Some will ask – some have asked already in other settings – whether the Chicago-Lambeth Quadrilateral isn’t a sufficient set of standards of what it means to be Anglican. It has the authority of acceptance by not only The Episcopal Church, but by the Lambeth Conference in 1888. At the same time, the standards of the Quadrilateral were proposed as “principles of unity exemplified by the undivided Catholic Church during the first ages of its existence,” and not as definitively Anglican. It was intended, as it were, as minimal standards, standards that have made possible conversation with other communions. The TEAC “working definition,” on the other hand, attempts to articulate specifically Anglican understandings of how the standards of the Quadrilateral are lived out.
Regardless of the results of the Primates’ Meeting in Tanzania, currently in progress, we will still be involved in exploring and arguing what it means to follow “the Anglican way,” and how we see ourselves as Anglicans, at Communion, provincial, and even individual levels. I hope we will see more exploration from our scholars of these questions, and see more of them in the public arena, and not simply in academic journals. That scholarly contribution to our life as Anglicans has been critical to our history. And for the scholars, established and new, who would like to explore these issues, I think the TEAC working definition of “the Anglican Way” would be a good place to start.
This is certainly true. Much of what we cherish in our articulation of the Anglican tradition has come not from ecclesiastical authorities but from scholars (one consequence of which has been a history of elevating scholars to ecclesiastical authority). Long before he made him Archbishop, Henry valued Thomas Cranmer as the scholar who could help him with problems of marriage and succession. John Jewel and Richard Hooker were academics who carved out for the young Church of England space in the faith between the Romans and the Puritans. The authors of the Tracts for the Times were more commonly scholars than bishops. F. D. Maurice, Charles Williams, C. S. Lewis – our understanding of the Anglican tradition passed down to our generation reflected more notably the work of scholars than of princes of the Church (again, notwithstanding that some scholars also were or became princes of the Church). In a sense, the meetings at Lambeth and the meetings of the Primates articulating what it “the Anglican tradition” is the innovation and exception.
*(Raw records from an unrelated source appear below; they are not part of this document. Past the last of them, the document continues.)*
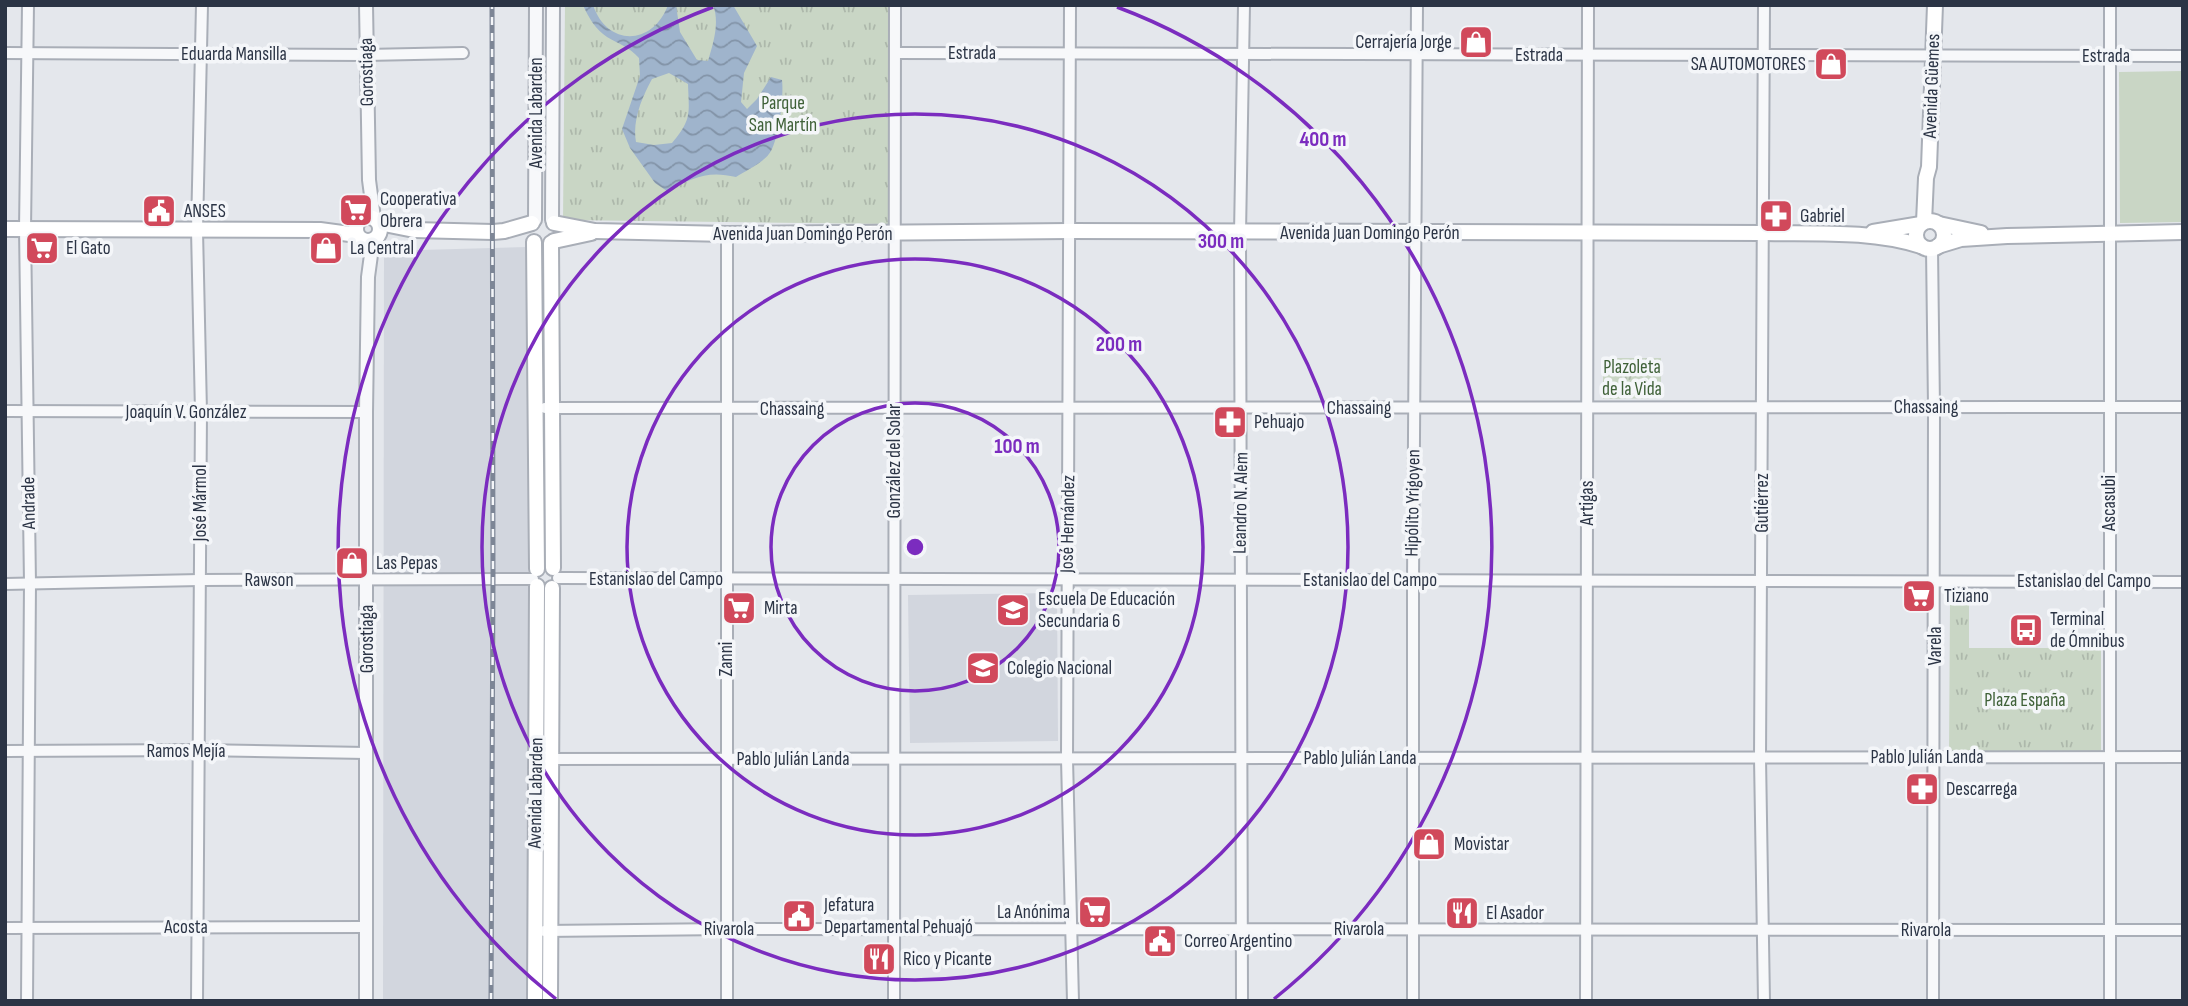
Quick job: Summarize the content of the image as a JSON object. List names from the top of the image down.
{
  "streets": {
    "main road": ["Avenida Güemes", "Avenida Labarden", "Avenida Juan Domingo Perón"],
    "street": [
      "Estrada",
      "Eduarda Mansilla",
      "Gorostiaga",
      "Chassaing",
      "Joaquín V. González",
      "González del Solar",
      "Andrade",
      "José Mármol",
      "Leandro N. Alem",
      "Hipólito Yrigoyen",
      "Artigas",
      "Gutiérrez",
      "Ascasubi",
      "José Hernández",
      "Estanislao del Campo",
      "Rawson",
      "Varela",
      "Zanni",
      "Ramos Mejía",
      "Pablo Julián Landa",
      "Acosta",
      "Rivarola"
    ]
  },
  "crossings": [
    ["Estrada", "Avenida Güemes"],
    ["Estrada", "González del Solar"],
    ["Estrada", "Leandro N. Alem"],
    ["Estrada", "Hipólito Yrigoyen"],
    ["Estrada", "Artigas"],
    ["Estrada", "Gutiérrez"],
    ["Estrada", "Ascasubi"],
    ["Estrada", "José Hernández"],
    ["Eduarda Mansilla", "Gorostiaga"],
    ["Eduarda Mansilla", "Andrade"],
    ["Eduarda Mansilla", "José Mármol"],
    ["Gorostiaga", "Joaquín V. González"],
    ["Gorostiaga", "Rawson"],
    ["Gorostiaga", "Ramos Mejía"],
    ["Gorostiaga", "Acosta"],
    ["Avenida Güemes", "Avenida Juan Domingo Perón"],
    ["Avenida Labarden", "Avenida Juan Domingo Perón"],
    ["Avenida Labarden", "Chassaing"],
    ["Avenida Labarden", "Estanislao del Campo"],
    ["Avenida Labarden", "Rawson"],
    ["Avenida Labarden", "Pablo Julián Landa"],
    ["Avenida Labarden", "Rivarola"],
    ["Avenida Juan Domingo Perón", "González del Solar"],
    ["Avenida Juan Domingo Perón", "Leandro N. Alem"],
    ["Avenida Juan Domingo Perón", "Hipólito Yrigoyen"],
    ["Avenida Juan Domingo Perón", "Artigas"],
    ["Avenida Juan Domingo Perón", "Gutiérrez"],
    ["Avenida Juan Domingo Perón", "Ascasubi"],
    ["Avenida Juan Domingo Perón", "José Hernández"],
    ["Avenida Juan Domingo Perón", "Varela"],
    ["Avenida Juan Domingo Perón", "Zanni"],
    ["Chassaing", "González del Solar"],
    ["Chassaing", "Leandro N. Alem"],
    ["Chassaing", "Hipólito Yrigoyen"],
    ["Chassaing", "Artigas"],
    ["Chassaing", "Gutiérrez"],
    ["Chassaing", "Ascasubi"],
    ["Chassaing", "José Hernández"],
    ["Chassaing", "Varela"],
    ["Chassaing", "Zanni"],
    ["Joaquín V. González", "Andrade"],
    ["Joaquín V. González", "José Mármol"],
    ["González del Solar", "Estanislao del Campo"],
    ["González del Solar", "Pablo Julián Landa"],
    ["González del Solar", "Rivarola"],
    ["Andrade", "Rawson"],
    ["Andrade", "Ramos Mejía"],
    ["Andrade", "Acosta"],
    ["José Mármol", "Rawson"],
    ["José Mármol", "Ramos Mejía"],
    ["José Mármol", "Acosta"],
    ["Leandro N. Alem", "Estanislao del Campo"],
    ["Leandro N. Alem", "Pablo Julián Landa"],
    ["Leandro N. Alem", "Rivarola"],
    ["Hipólito Yrigoyen", "Estanislao del Campo"],
    ["Hipólito Yrigoyen", "Pablo Julián Landa"],
    ["Hipólito Yrigoyen", "Rivarola"],
    ["Artigas", "Estanislao del Campo"],
    ["Artigas", "Pablo Julián Landa"],
    ["Artigas", "Rivarola"],
    ["Gutiérrez", "Estanislao del Campo"],
    ["Gutiérrez", "Pablo Julián Landa"],
    ["Gutiérrez", "Rivarola"],
    ["Ascasubi", "Estanislao del Campo"],
    ["Ascasubi", "Pablo Julián Landa"],
    ["Ascasubi", "Rivarola"],
    ["José Hernández", "Estanislao del Campo"],
    ["José Hernández", "Pablo Julián Landa"],
    ["José Hernández", "Rivarola"],
    ["Estanislao del Campo", "Varela"],
    ["Estanislao del Campo", "Zanni"],
    ["Varela", "Pablo Julián Landa"],
    ["Varela", "Rivarola"],
    ["Zanni", "Pablo Julián Landa"],
    ["Zanni", "Rivarola"]
  ],
  "parks": ["Parque San Martín", "Plazoleta de la Vida", "Plaza España"],
  "places": {
    "shop": [
      "Cerrajería Jorge",
      "SA AUTOMOTORES",
      "La Central",
      "Las Pepas",
      "Movistar"
    ],
    "supermarket": [
      "Cooperativa Obrera",
      "El Gato",
      "Tiziano",
      "Mirta",
      "La Anónima"
    ],
    "public building": ["ANSES", "Jefatura Departamental Pehuajó", "Correo Argentino"],
    "pharmacy": ["Gabriel", "Pehuajo", "Descarrega"],
    "school or university": ["Escuela De Educación Secundaria 6", "Colegio Nacional"],
    "bus stop": ["Terminal de Ómnibus"],
    "restaurant": ["El Asador", "Rico y Picante"]
  },
  "rings": [
    "400 m",
    "300 m",
    "200 m",
    "100 m"
  ]
}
Now, there are folks in the blogosphere trying to bring scholarship and academic tools to understanding the Anglican tradition and the issues today within the Anglican Communion and the Episcopal Church. I look with some frequency at Gower Street, HALIGWEORC, Catholic in the Third Millenium, and The Anglican Scotist, among others. That list is not intended to be exclusive or exhaustive, and there are bloggers from various perspectives with scholarly credentials. I think they are better represented among the (choose the term you consider appropriate: reasserter, conservative, “orthodox”) voices. At the same time, I wonder where we might see our academics today, and especially (again, choose your term: progressive, reappraiser, “prophetic”) voices, bringing their scholarship to our current difficulties.
One scholar who is heard from with some frequency is Dr. Michael Poon of the Center for the Study of Christianity in Asia. He is also Convener of Global South Theological Education & Formation Track, and I do not always agree with his opinions. At the same time, his work is always thoughtful and stimulating, and does not fit neatly into a stereotypic image of a conservative scholar. His recent article, “The Long Road to Full Inheritance: Anglican Communion, Anno Domini 2007,” has been linked from both Thinking Anglicans and Praeludium.
Dr. Poon’s article is an interesting reflection written in preparation for the meeting in Dar es Salaam, and is worth reading in its own right. At the same time, one of his footnotes pointed to an article by Clare Amos. Dr Clare Amos is Director of Theological Studies in the Anglican Communion. The article in question is “Anglican Theological Education: What Next?” published and available on line in The ANITEPAM Journal (The African Network of Institutions of Theological Education Preparing Anglicans for Ministry). In the article she writes of Theological Education for the Anglican Communion (TEAC) and of its “Anglican Way Target Group.” She writes, “In drawing up the initial detailed brief for their work, the members of the Anglican Way Target Group felt it right to set out a working definition of ‘The Anglican Way’, and it was this that accompanied the questionnaire.” She then lists the “working definition,” as I shall do shortly. She goes on to comment,
"One of the interesting and slightly unexpected side-effects of the work of TEAC has been that this ‘Anglican Way brief’ (as we still call it) has begun to acquire a bit of a life of its own. Published on TEAC’s website, and therefore fairly widely available, it has been read and shared by a number of people semi-independently of other TEAC documents and has a certain ‘status’ as a definition of what the Anglican Way is. "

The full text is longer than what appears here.